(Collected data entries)
━━━
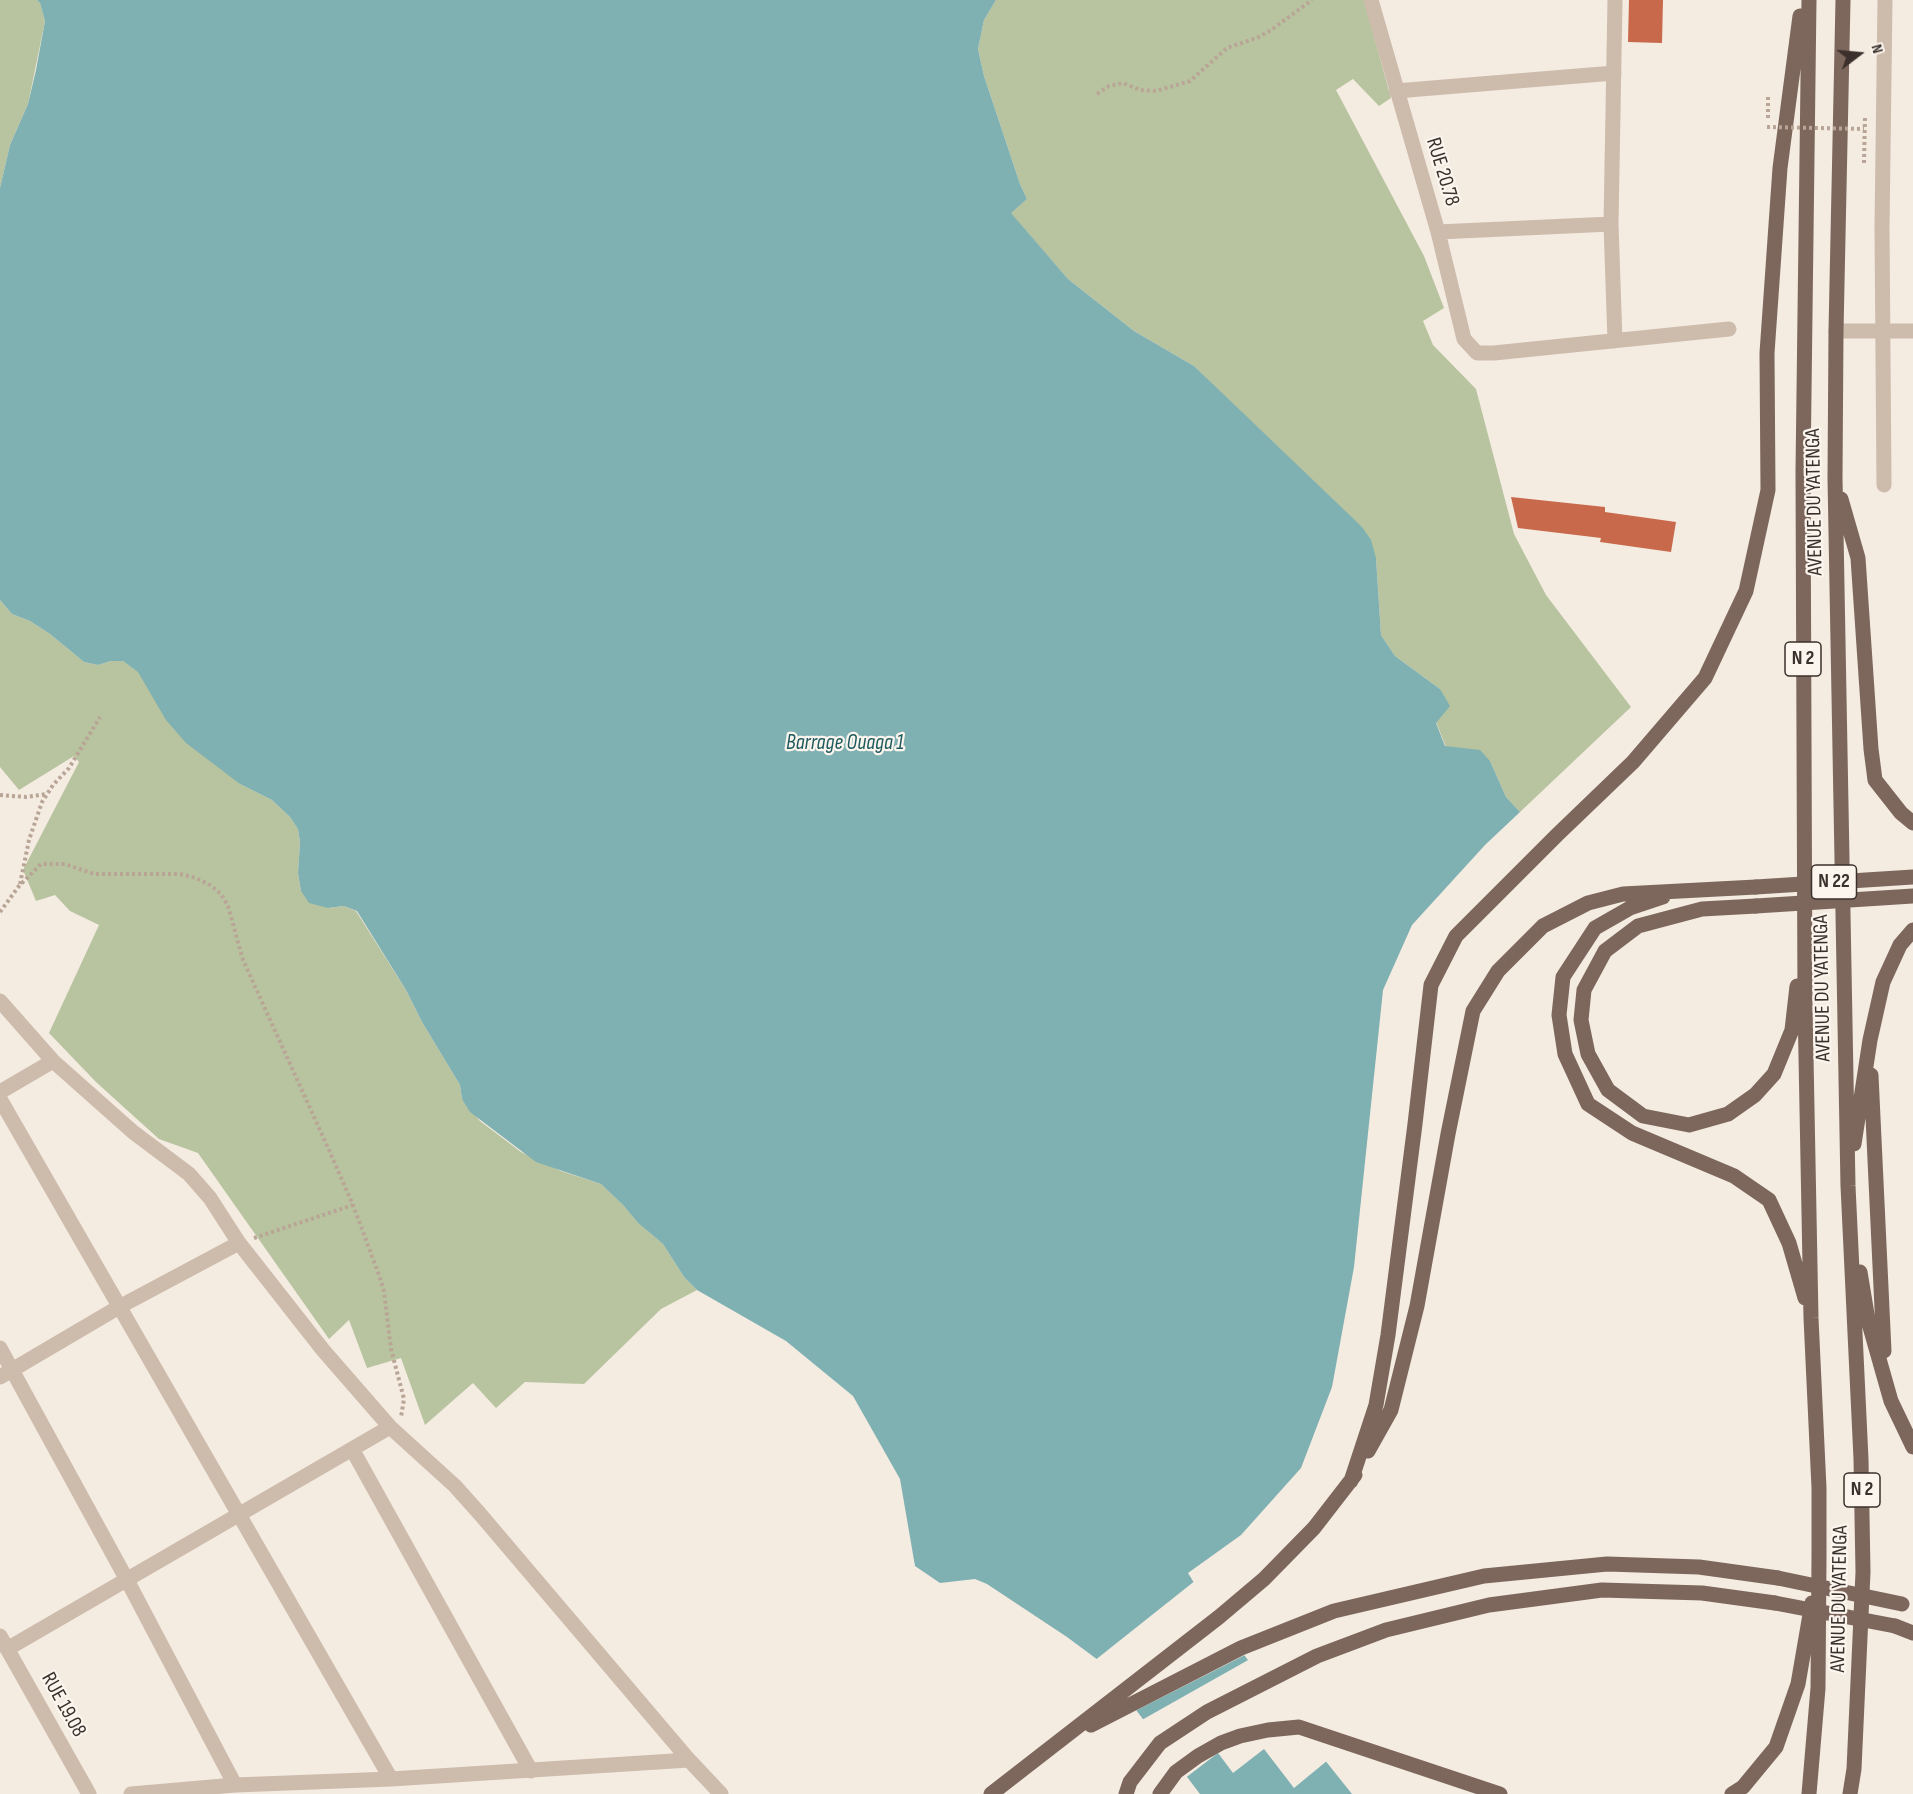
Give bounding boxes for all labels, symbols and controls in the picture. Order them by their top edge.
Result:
north arrow [1829,24,1889,84]
text: N [1866,42,1887,56]
street label: RUE 20.78 [1420,135,1464,209]
street label: AVENUE DU YATENGA [1801,428,1829,576]
road number: N 2 [1785,642,1821,676]
water label: Barrage Ouaga 1 [786,730,904,756]
road number: N 22 [1812,865,1856,899]
street label: AVENUE DU YATENGA [1809,914,1837,1062]
road number: N 2 [1844,1473,1880,1507]
street label: AVENUE DU YATENGA [1826,1525,1854,1673]
street label: RUE 19.08 [35,1668,91,1742]

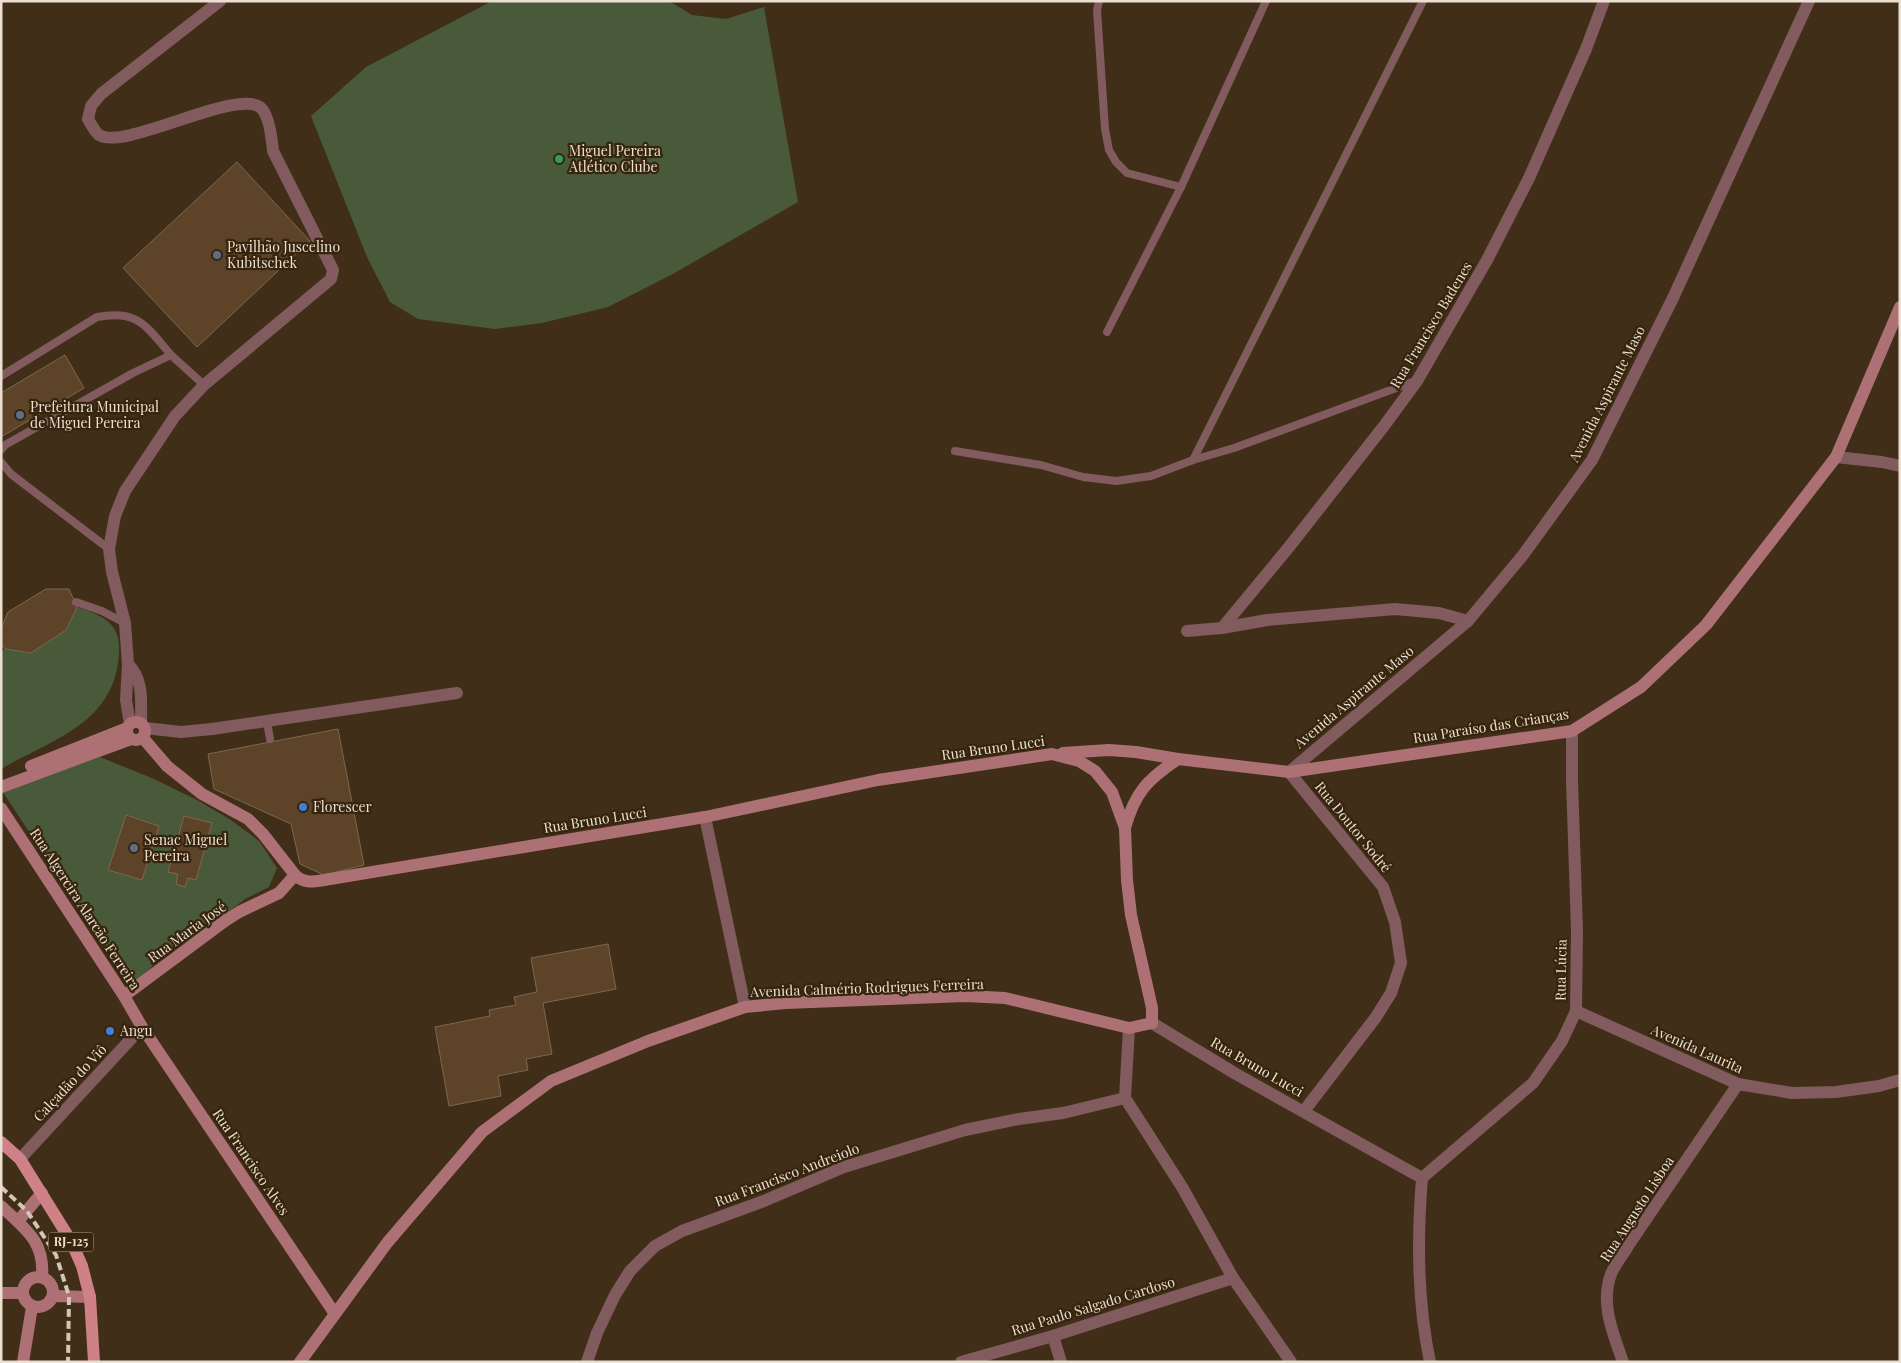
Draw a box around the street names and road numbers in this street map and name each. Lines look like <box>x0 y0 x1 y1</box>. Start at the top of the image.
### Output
street label: Rua Francisco Badenes <box>1385 258 1476 392</box>
street label: Avenida Aspirante Maso <box>1563 322 1649 466</box>
street label: Avenida Aspirante Maso <box>1289 641 1418 753</box>
street label: Rua Paraíso das Crianças <box>1412 704 1570 747</box>
street label: Rua Bruno Lucci <box>940 731 1046 764</box>
street label: Rua Doutor Sodré <box>1311 777 1396 876</box>
street label: Rua Bruno Lucci <box>542 802 648 837</box>
street label: Rua Algercira Alarcão Ferreira <box>26 824 145 993</box>
street label: Rua Maria José <box>144 897 230 966</box>
street label: Rua Lúcia <box>1550 939 1571 1001</box>
street label: Avenida Calmério Rodrigues Ferreira <box>749 974 984 1001</box>
street label: Avenida Laurita <box>1647 1019 1746 1077</box>
street label: Rua Bruno Lucci <box>1207 1032 1307 1101</box>
street label: Calçadão do Viô <box>29 1040 111 1126</box>
street label: Rua Francisco Alves <box>209 1105 294 1219</box>
street label: Rua Francisco Andreiolo <box>712 1138 862 1211</box>
street label: Rua Augusto Lisboa <box>1595 1152 1678 1265</box>
road number: RJ-125 <box>48 1232 94 1252</box>
street label: Rua Paulo Salgado Cardoso <box>1009 1271 1177 1339</box>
━━━
▶ **Description of the task**: Leave out the pictures; repeat the data exactly.

▶ **Task response**:
Give bounding boxes for all labels, symbols and controls in the picture. Order them by their top edge.
Result:
north arrow [1829,24,1889,84]
text: N [1866,42,1887,56]
street label: RUE 20.78 [1420,135,1464,209]
street label: AVENUE DU YATENGA [1801,428,1829,576]
road number: N 2 [1785,642,1821,676]
water label: Barrage Ouaga 1 [786,730,904,756]
road number: N 22 [1812,865,1856,899]
street label: AVENUE DU YATENGA [1809,914,1837,1062]
road number: N 2 [1844,1473,1880,1507]
street label: AVENUE DU YATENGA [1826,1525,1854,1673]
street label: RUE 19.08 [35,1668,91,1742]

Draw a box around the street names and road numbers in this street map and name each. Lines look like <box>x0 y0 x1 y1</box>. Start at the top of the image.
### Output
street label: Rua Francisco Badenes <box>1385 258 1476 392</box>
street label: Avenida Aspirante Maso <box>1563 322 1649 466</box>
street label: Avenida Aspirante Maso <box>1289 641 1418 753</box>
street label: Rua Paraíso das Crianças <box>1412 704 1570 747</box>
street label: Rua Bruno Lucci <box>940 731 1046 764</box>
street label: Rua Doutor Sodré <box>1311 777 1396 876</box>
street label: Rua Bruno Lucci <box>542 802 648 837</box>
street label: Rua Algercira Alarcão Ferreira <box>26 824 145 993</box>
street label: Rua Maria José <box>144 897 230 966</box>
street label: Rua Lúcia <box>1550 939 1571 1001</box>
street label: Avenida Calmério Rodrigues Ferreira <box>749 974 984 1001</box>
street label: Avenida Laurita <box>1647 1019 1746 1077</box>
street label: Rua Bruno Lucci <box>1207 1032 1307 1101</box>
street label: Calçadão do Viô <box>29 1040 111 1126</box>
street label: Rua Francisco Alves <box>209 1105 294 1219</box>
street label: Rua Francisco Andreiolo <box>712 1138 862 1211</box>
street label: Rua Augusto Lisboa <box>1595 1152 1678 1265</box>
road number: RJ-125 <box>48 1232 94 1252</box>
street label: Rua Paulo Salgado Cardoso <box>1009 1271 1177 1339</box>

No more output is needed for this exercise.